The same rules apply everywhere


This breakthrough is commonly first attributed to Galileo and Newton.  It is tremendously important since it allows us to perform experiments here on Earth and then assume that the same rules and processes apply in the same way even in the most distant galaxy.

Now, it's possible that at least one, or all, of the above assumptions are not true.  We still don't know, for example, if consciousness has a purely mechanical or physical explanation.  To investigate it scientifically, we have to assume that it does.  Even if such a model for consciousness is developed, it's important to keep in mind the following caveat regarding scientific theories:

No scientific theory can ever be proven "true"


(Really, I like to say “model” rather than the overused “theory”).  They can certainly be proven false, but never true. The best we can ever say is that all the available evidence supports a given model.  Indeed, as we’ll see, most initial models that have ever been developed have yielded to modification and replacement over time.  New models are ever more precise and can better explain new observations gathered over longer times and with better technology.  We'll see many examples of this as we go along.  People often make mistakes on both sides; to say that some model is “just a theory” (evolution, gravity) is ignorantly dismissive of the evidence in favor of its wide adoption (a theory in science is much stronger than a “guess” in popular language. A reasonable “guess” in science is called a hypothesis.)  But to assume that a given theory is “true” in some ultimate sense is also naive. Any theory is subject to further testing and refinement, or perhaps replacement; however, new theories are still constrained to be consistent with everything we’ve observed so far.

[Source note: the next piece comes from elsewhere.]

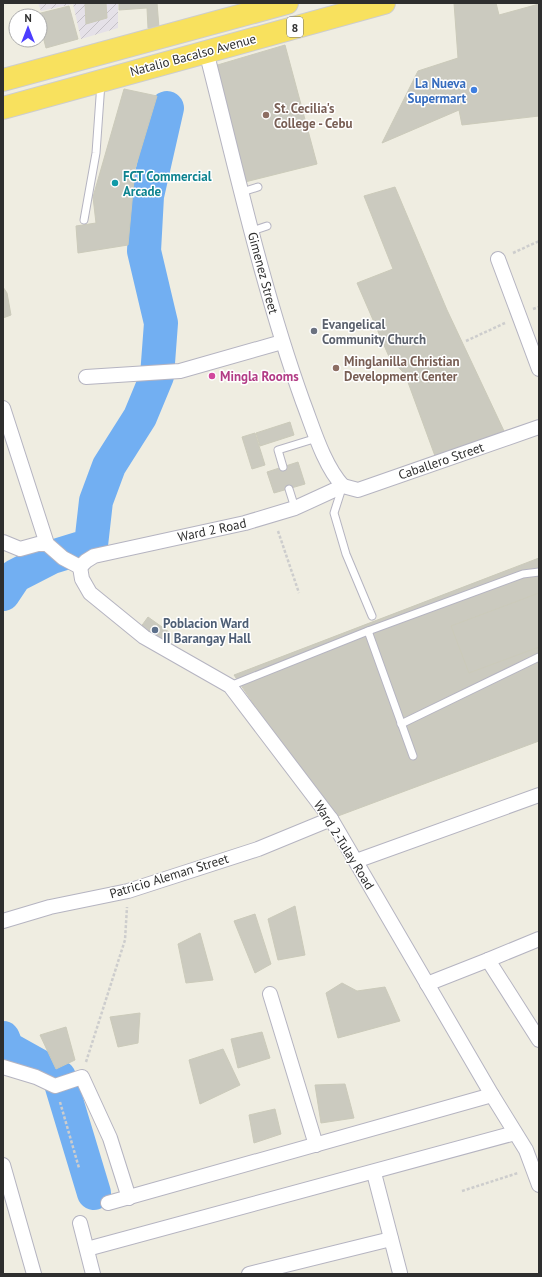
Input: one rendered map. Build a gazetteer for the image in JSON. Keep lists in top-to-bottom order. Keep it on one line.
{"streets":{"highway":["8","Natalio Bacalso Avenue"],"street":["Gimenez Street","Caballero Street","Ward 2 Road","Ward 2-Tulay Road","Patricio Aleman Street"]},"crossings":[["Natalio Bacalso Avenue","Gimenez Street"],["Gimenez Street","Caballero Street"],["Gimenez Street","Ward 2 Road"],["Caballero Street","Ward 2 Road"],["Ward 2 Road","Ward 2-Tulay Road"],["Ward 2-Tulay Road","Patricio Aleman Street"]],"places":["La Nueva Supermart","St. Cecilia's College - Cebu","FCT Commercial Arcade","Evangelical Community Church","Minglanilla Christian Development Center","Mingla Rooms","Poblacion Ward II Barangay Hall"],"north":"top"}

Evolutionary history of mammals
Finally, I should draw a distinction between “fact” and “theory” since they are frequently confused in popular media.  Facts are observable outcomes of experiments.  Anywhere you go on the surface of the Earth, a dropped object will fall towards the center of the Earth.  You can even precisely measure how objects fall, at such-and-such a rate, and find that it is roughly constant no matter where you go on the surface of the Earth.  
Newton noted that the path of the Moon around the Earth also seems to obey the same general principle.  We imagine now that it “falls” towards the center of the Earth.  As we accumulate facts, then, we then may generate some abstract set of rules that explain these observations.  In this case, that would originally be Newton's gravitational theory.  It generalizes these facts into a unifying mathematical framework that is able to reproduce the observations and then further predicts the outcome of some new set of observations, like the motion of the planets around the Sun.  Later we might find that there are facts that contradict our theory, so it will need to be modified.  Einstein's modification of Newton's theory is just such an example, as we'll see.  So there are the “facts” of gravity and the “theory” of gravity that knits the known facts together in an explanatory model.  In another familiar case, there are the facts of evolution (the genetic code of organisms change from generation to generation, organisms compete with each other for limited resources in a changing environment and may pass on to their offspring any traits that give them an advantage), and the theory of evolution attempts to explain these facts using concepts such as genetic mutations and natural selection.